Buster had been doing her best to tell me, too—and to help Randolph. I still didn’t know what had happened to Randolph back in Polly’s apartment, but I could bet. Easy enough to sicken a bird: a spray of cleaning solution. A ground-up pill in his water. Or maybe it had been coincidence: stress or the dust raised by Jane’s cleaning. Either way, I bet it had given Wachtell the idea that he could try again, once Randolph was alone in Rose’s apartment.

***

What he hadn’t known—what he hadn’t counted on—was Buster being there with the parrot. Her continued barking had not only been her way of trying to communicate—what I heard as

Help! Help! ”
was really her way of saying “
Doctor! It’s the doctor!”
—it had kept Wachtell from offing the parrot. It had also resulted in the frenzied call for Buster to be taken out of there. I was suddenly very glad Genie had called me, and that I’d been there to take her. Glad as well that I’d returned on Sunday. Wachtell might not have been on duty, but I’d bet he’d have found a reason to stop by Rose’s room.
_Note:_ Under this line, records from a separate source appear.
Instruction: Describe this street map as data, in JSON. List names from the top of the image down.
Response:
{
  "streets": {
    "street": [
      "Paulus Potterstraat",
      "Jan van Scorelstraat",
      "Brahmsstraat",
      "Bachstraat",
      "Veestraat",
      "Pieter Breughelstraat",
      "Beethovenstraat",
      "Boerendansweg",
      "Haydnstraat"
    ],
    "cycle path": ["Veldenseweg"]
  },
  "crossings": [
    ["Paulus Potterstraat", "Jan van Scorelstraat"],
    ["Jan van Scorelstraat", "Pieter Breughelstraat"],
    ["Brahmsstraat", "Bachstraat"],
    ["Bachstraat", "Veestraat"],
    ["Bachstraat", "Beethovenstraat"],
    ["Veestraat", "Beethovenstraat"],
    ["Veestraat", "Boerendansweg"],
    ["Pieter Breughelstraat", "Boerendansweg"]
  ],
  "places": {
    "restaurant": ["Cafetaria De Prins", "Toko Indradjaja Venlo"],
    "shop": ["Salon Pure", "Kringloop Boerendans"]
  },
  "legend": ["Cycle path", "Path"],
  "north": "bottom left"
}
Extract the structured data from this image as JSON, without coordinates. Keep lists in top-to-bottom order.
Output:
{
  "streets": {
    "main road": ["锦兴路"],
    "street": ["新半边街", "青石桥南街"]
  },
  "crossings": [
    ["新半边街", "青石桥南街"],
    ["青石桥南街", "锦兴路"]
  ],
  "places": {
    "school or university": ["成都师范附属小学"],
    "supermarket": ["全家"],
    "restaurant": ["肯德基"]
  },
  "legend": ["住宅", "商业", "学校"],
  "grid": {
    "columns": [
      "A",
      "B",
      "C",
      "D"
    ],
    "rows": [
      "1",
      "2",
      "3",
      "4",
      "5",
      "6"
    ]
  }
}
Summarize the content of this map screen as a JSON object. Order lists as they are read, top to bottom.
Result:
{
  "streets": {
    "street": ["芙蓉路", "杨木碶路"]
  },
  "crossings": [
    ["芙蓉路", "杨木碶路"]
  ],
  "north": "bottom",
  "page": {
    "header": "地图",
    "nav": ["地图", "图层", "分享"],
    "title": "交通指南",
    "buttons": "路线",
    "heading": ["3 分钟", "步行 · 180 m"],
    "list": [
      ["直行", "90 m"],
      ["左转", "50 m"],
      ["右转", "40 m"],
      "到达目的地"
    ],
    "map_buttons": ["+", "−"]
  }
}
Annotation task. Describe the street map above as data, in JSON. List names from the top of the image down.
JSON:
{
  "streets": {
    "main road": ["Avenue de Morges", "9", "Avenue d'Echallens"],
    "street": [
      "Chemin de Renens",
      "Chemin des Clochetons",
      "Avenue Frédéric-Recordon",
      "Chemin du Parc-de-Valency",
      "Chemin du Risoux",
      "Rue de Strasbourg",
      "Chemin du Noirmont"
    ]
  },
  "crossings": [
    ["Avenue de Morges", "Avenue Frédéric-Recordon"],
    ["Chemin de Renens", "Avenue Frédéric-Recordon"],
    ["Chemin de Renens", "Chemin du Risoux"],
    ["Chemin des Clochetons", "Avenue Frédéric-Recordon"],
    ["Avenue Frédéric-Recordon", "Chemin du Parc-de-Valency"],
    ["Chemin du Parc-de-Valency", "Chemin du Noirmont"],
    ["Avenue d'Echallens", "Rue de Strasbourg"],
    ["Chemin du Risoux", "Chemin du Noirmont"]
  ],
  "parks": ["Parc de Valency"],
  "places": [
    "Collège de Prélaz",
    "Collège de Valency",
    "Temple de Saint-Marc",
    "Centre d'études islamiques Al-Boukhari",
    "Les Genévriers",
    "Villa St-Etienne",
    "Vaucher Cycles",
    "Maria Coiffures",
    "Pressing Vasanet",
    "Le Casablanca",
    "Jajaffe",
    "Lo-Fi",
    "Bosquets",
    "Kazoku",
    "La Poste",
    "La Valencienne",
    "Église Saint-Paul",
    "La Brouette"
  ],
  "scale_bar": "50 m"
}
To stop Randolph. I didn’t trust that doctor, no way.

I’d have a hard time proving any of this. Officially, Wachtell hadn’t been there. Nancy, clearly, had been under orders to say he wasn’t on duty. But I already knew how the doctor lurked around LiveWell. What had he said? He hadn’t wanted the residents to think he made housecalls. That was a good story, for Nancy and for any nosy civilians. The residents, though, they learned he had very different reasons for covering his tracks. Some of them even survived.

Rose had known. I’d let other concerns take priority. Rose, though, she had the time to think about this. She was mourning her friend, and she knew something about Polly and how LiveWell was run. And so when Randolph had replayed Polly’s death scene, Rose had understood.

Had she confronted Wachtell? That seemed unlikely; the old woman was too smart for that. But he’d heard. He’d probably eavesdropped on the pair. And he’d begun drugging her too. He’d probably overdosed her, that night, and I’d have been willing to bet that the rumors of her depression came from him, as well. I remembered his words, his smirk. His self-righteous attitude, as I drove through the lengthening shadows. “Patients confide in me,” he’d said. Yeah, right.